After a meal, trypsinogen release is stimulated by cholecystokinin and undergoes specific proteolysis for activation. Free trypsin is then able to activate other serine proteases, such as chymotrypsin, elastase, and more trypsin (by autocatalysis), or continue breaking down proteins. However, if trypsin inhibitors (specifically STI) are present, the majority of trypsin in the cycle of digestion is inactivated and ingested proteins remain whole. Effects of this occurrence include gastric distress, and pancreatic hyperplasia (proliferation of cells) or hypertrophy (enlargement of cells).

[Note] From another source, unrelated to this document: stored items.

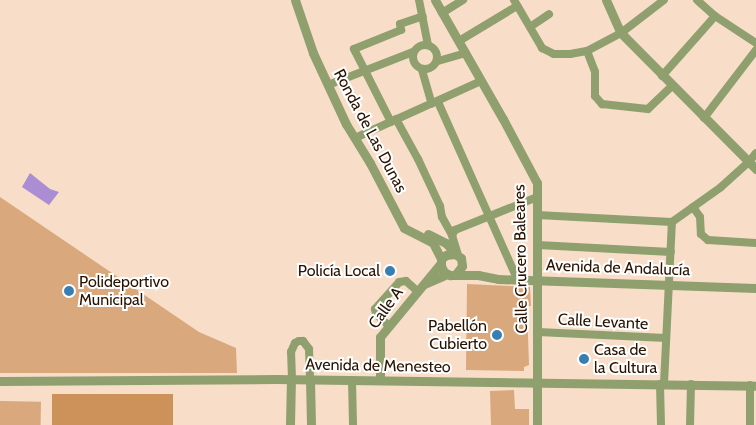 <!DOCTYPE html>
<html>
<head>
<meta charset="utf-8">
<style>
	body { margin:0 }
	#map { position:relative; width:756px; height:425px; overflow:hidden; background:#f8dec8; font-family:Cabin,sans-serif }
	div>[style] { position:absolute }
	.green>* { inset:0; background:#d9a87c; transform-origin:0 0 }
	.forest>* { inset:0; background:#cd9259; transform-origin:0 0 }
	.water>* { inset:0; background:#aa8dd2 }
	.minor>* { height:8px; margin:-4px; padding:0 4px; transform-origin:4px; border-radius:4px; background:#8fa06e }
	.minor>.ring { margin:-4px; padding:0; box-sizing:content-box; background:none; border:8px solid #8fa06e; border-radius:50% }
	.tertiary>* { height:9px; margin:-4.5px; padding:0 4.5px; transform-origin:4.5px; border-radius:4.5px; background:#8fa06e }
	.dots>* { width:14px; height:14px; translate:-50% -50%; box-sizing:border-box; border:2px solid #fff; border-radius:50% }
	span { translate:-50% -50%; white-space:nowrap; text-align:center; line-height:1.15; -webkit-text-stroke:4px #fff; paint-order:stroke }
	.street-label { font-size:16px; color:#291300 }
	.poi-label { font-size:16px; color:#291300 }
	.right { translate:-100% -50%; text-align:right }
	.left { translate:0 -50%; text-align:left }
</style>
</head>
<body>
<div id="map">
	<div class="green">
		<div style="clip-path:polygon(0 197px,199px 332px,236px 348px,237px 373px,0 373px)"></div>
		<div style="clip-path:polygon(467px 284px,530px 287px,531px 306px,527px 306px,529px 365px,524px 367px,524px 371px,466px 370px)"></div>
		<div style="clip-path:polygon(514px 390px,515px 409px,529px 409px,529px 425px,491px 425px,490px 391px)"></div>
		<div style="left:0;top:401px;width:41px;height:24px;rotate:1deg"></div>
	</div>
	<div class="forest">
		<div style="left:52px;top:394px;width:121px;height:31px"></div>
	</div>
	<div class="water">
		<div style="clip-path:polygon(30px 173px,50px 189px,59px 192px,49px 205px,22px 187px)"></div>
	</div>
	<div class="minor">
		<div style="left:419px;top:0;width:46px;rotate:78.7deg"></div>
		<div style="left:514px;top:0;width:56px;rotate:59.7deg"></div>
		<div style="left:542px;top:48px;width:13px;rotate:27deg"></div>
		<div style="left:554px;top:54px;width:16px"></div>
		<div style="left:570px;top:54px;width:17px;rotate:-10deg"></div>
		<div style="left:587px;top:51px;width:38px;rotate:-28deg"></div>
		<div style="left:621px;top:33px;width:54px;rotate:-37.5deg"></div>
		<div style="left:697px;top:0;width:24px;rotate:42deg"></div>
		<div style="left:715px;top:16px;width:49px;rotate:33.4deg"></div>
		<div style="left:442px;top:13px;width:25px;rotate:-32deg"></div>
		<div style="left:530px;top:27px;width:23px;rotate:-34deg"></div>
		<div style="left:459px;top:41px;width:68px;rotate:-31.1deg"></div>
		<div class="ring" style="left:413px;top:45px;width:16px;height:16px"></div>
		<div style="left:587px;top:51px;width:22px;rotate:69deg"></div>
		<div style="left:595px;top:72px;width:24px;rotate:90deg"></div>
		<div style="left:595px;top:96px;width:11px;rotate:49deg"></div>
		<div style="left:602px;top:104px;width:46px;rotate:6.2deg"></div>
		<div style="left:648px;top:109px;width:33px;rotate:-44deg"></div>
		<div style="left:438px;top:61px;width:29px;rotate:-16deg"></div>
		<div style="left:422px;top:70px;width:35px;rotate:74deg"></div>
		<div style="left:662px;top:76px;width:80px;rotate:-48.5deg"></div>
		<div style="left:328px;top:85px;width:91px;rotate:-21.2deg"></div>
		<div style="left:438px;top:102px;width:194px;rotate:65.9deg"></div>
		<div style="left:704px;top:118px;width:86px;rotate:-52.6deg"></div>
		<div style="left:396px;top:119px;width:46px;rotate:61.2deg"></div>
		<div style="left:418px;top:159px;width:52px;rotate:64.9deg"></div>
		<div style="left:440px;top:206px;width:11px;rotate:80deg"></div>
		<div style="left:442px;top:217px;width:21px;rotate:61deg"></div>
		<div style="left:391px;top:122px;width:82px;rotate:-116.9deg"></div>
		<div style="left:354px;top:49px;width:51px;rotate:-22deg"></div>
		<div style="left:401px;top:30px;width:6px;rotate:-99deg"></div>
		<div style="left:400px;top:24px;width:24px;rotate:-19deg"></div>
		<div style="left:355px;top:138px;width:138px;rotate:-24.3deg"></div>
		<div style="left:693px;top:207px;width:12px;rotate:55deg"></div>
		<div style="left:700px;top:217px;width:17px;rotate:87deg"></div>
		<div style="left:701px;top:234px;width:9px;rotate:41deg"></div>
		<div style="left:708px;top:240px;width:48px;rotate:3.6deg"></div>
		<div style="left:537px;top:215px;width:135px;rotate:3deg"></div>
		<div style="left:672px;top:222px;width:60px;rotate:-35.5deg"></div>
		<div style="left:721px;top:187px;width:38px;rotate:-42deg"></div>
		<div style="left:749px;top:162px;width:11px;rotate:-52deg"></div>
		<div style="left:538px;top:245px;width:133px;rotate:3deg"></div>
		<div style="left:458px;top:255px;width:21px;rotate:-107deg"></div>
		<div style="left:452px;top:235px;width:6px;rotate:-59deg"></div>
		<div style="left:455px;top:230px;width:88px;rotate:-21.9deg"></div>
		<div style="left:388px;top:325px;width:16px;rotate:-137deg"></div>
		<div style="left:376px;top:314px;width:5px;rotate:-101deg"></div>
		<div style="left:375px;top:309px;width:36px;rotate:-48deg"></div>
		<div style="left:399px;top:282px;width:7px;rotate:-8deg"></div>
		<div style="left:406px;top:281px;width:15px;rotate:42deg"></div>
		<div style="left:538px;top:332px;width:128px;rotate:2.7deg"></div>
		<div style="left:292px;top:379px;width:27px;rotate:-92deg"></div>
		<div style="left:291px;top:352px;width:10px;rotate:-66deg"></div>
		<div style="left:295px;top:343px;width:4px;rotate:-27deg"></div>
		<div style="left:299px;top:341px;width:4px"></div>
		<div style="left:303px;top:341px;width:10px;rotate:53deg"></div>
		<div style="left:309px;top:349px;width:31px;rotate:88deg"></div>
		<div style="left:352px;top:380px;width:45px;rotate:88.7deg"></div>
		<div style="left:660px;top:384px;width:41px;rotate:88.6deg"></div>
		<div style="left:664px;top:384px;width:162px;rotate:-87.2deg"></div>
		<div style="left:690px;top:425px;width:41px;rotate:-88.6deg"></div>
		<div style="left:750px;top:425px;width:40px;rotate:-90deg"></div>
	</div>
	<div class="tertiary">
		<div style="left:295px;top:0;width:56px;rotate:71.2deg"></div>
		<div style="left:313px;top:53px;width:78px;rotate:65.1deg"></div>
		<div style="left:346px;top:124px;width:46px;rotate:58.4deg"></div>
		<div style="left:370px;top:163px;width:73px;rotate:62.4deg"></div>
		<div style="left:404px;top:228px;width:33px;rotate:27deg"></div>
		<div style="left:433px;top:243px;width:18px;rotate:63deg"></div>
		<div style="left:435px;top:0;width:137px;rotate:60.3deg"></div>
		<div style="left:503px;top:119px;width:72px;rotate:62deg"></div>
		<div style="left:537px;top:183px;width:242px;rotate:90deg"></div>
		<div style="left:606px;top:0;width:36px;rotate:66deg"></div>
		<div style="left:621px;top:33px;width:192px;rotate:45.2deg"></div>
		<div style="left:428px;top:234px;width:20px;rotate:27deg"></div>
		<div style="left:446px;top:243px;width:14px;rotate:51deg"></div>
		<div style="left:456px;top:274px;width:10px;rotate:-53deg"></div>
		<div style="left:462px;top:266px;width:8px;rotate:-97deg"></div>
		<div style="left:461px;top:258px;width:7px;rotate:-146deg"></div>
		<div style="left:455px;top:254px;width:9px;rotate:174deg"></div>
		<div style="left:446px;top:255px;width:6px;rotate:141deg"></div>
		<div style="left:441px;top:259px;width:7px;rotate:90deg"></div>
		<div style="left:441px;top:266px;width:7px;rotate:63deg"></div>
		<div style="left:444px;top:272px;width:7px;rotate:27deg"></div>
		<div style="left:450px;top:275px;width:28px"></div>
		<div style="left:478px;top:275px;width:20px;rotate:11deg"></div>
		<div style="left:498px;top:279px;width:258px;rotate:2deg"></div>
		<div style="left:424px;top:284px;width:25px;rotate:-23deg"></div>
		<div style="left:310px;top:380px;width:45px;rotate:88.7deg"></div>
		<div style="left:380px;top:380px;width:43px;rotate:-90deg"></div>
		<div style="left:380px;top:337px;width:96px;rotate:-50.5deg"></div>
		<div style="left:0;top:381px;width:277px;rotate:-0.4deg"></div>
		<div style="left:277px;top:379px;width:479px;rotate:0.8deg"></div>
		<div style="left:290px;top:425px;width:46px;rotate:-88.8deg"></div>
	</div>
	<div class="dots">
		<div style="left:390px;top:271px;background:#377fb3"></div>
		<div style="left:69px;top:291px;background:#377fb3"></div>
		<div style="left:497px;top:335px;background:#377fb3"></div>
		<div style="left:584px;top:359px;background:#377fb3"></div>
	</div>
	<div class="street-label">
		<span style="left:370px;top:131px;rotate:62deg">Ronda de Las Dunas</span>
		<span style="left:521px;top:259px;rotate:-91deg">Calle Crucero Baleares</span>
		<span style="left:618px;top:268px;rotate:2deg">Avenida de Andalucía</span>
		<span style="left:386px;top:308px;rotate:-54deg">Calle A</span>
		<span style="left:603px;top:322px;rotate:3deg">Calle Levante</span>
		<span style="left:378px;top:366px;rotate:1deg">Avenida de Menesteo</span>
	</div>
	<div class="poi-label">
		<span class="right" style="left:380px;top:271px">Policía Local</span>
		<span class="left" style="left:79px;top:291px">Polideportivo<br>Municipal</span>
		<span class="right" style="left:487px;top:335px">Pabellón<br>Cubierto</span>
		<span class="left" style="left:594px;top:359px">Casa de<br>la Cultura</span>
	</div>
</div>
</body>
</html>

The amount of soy inhibitors is directly related to the amount of trypsin it will inhibit, therefore a product with high concentration of soy is likely to produce large values of inhibition. In a rat model, animals were fed either soy protein concentrate or direct concentrate of STI. In both instances, after a week the rats showed a dose-related increase in pancreas weight due to both hyperplasia and hypertrophy. This indicates that long-term consumption of a diet high in soy with strong trypsin inhibitor activity may produce unwanted effects in humans as well.

==Inactivation of Trypsin Inhibitors==
A significant amount of research is being done to determine the best method of inhibitor inactivation. The most successful methods found so far include:
- Heat
- Freezing
- Addition of Sulfites

==Gastrobodies==
STI is highly resistant to pepsin, enabling STI to avoid degradation in the stomach and then inhibit trypsin. Hence STI was engineered into an antibody mimetic called a gastrobody, aiming to address the problems of antibody degradation in the gut following oral delivery. Loops of STI were randomized and selected by phage display for binding to a target of interest (a toxin from Clostridioides difficile).

==Cancer Research==
While trypsin inhibitors have been widely regarded as anti-nutritive factors in soy, research is currently being done on the inhibitors’ possible anti-carcinogenic characteristics. Some research has shown that protease inhibitors can cause irreversible suppressive effect on carcinogenic cell growth. However, the mechanism is still unknown. The cancers showing positive results for this new development are colon, oral, lung, liver, and esophageal cancers. Further research is still necessary to determine things such as the method of delivery for this natural anti-carcinogen, as well as performing extensive clinical trials in this area.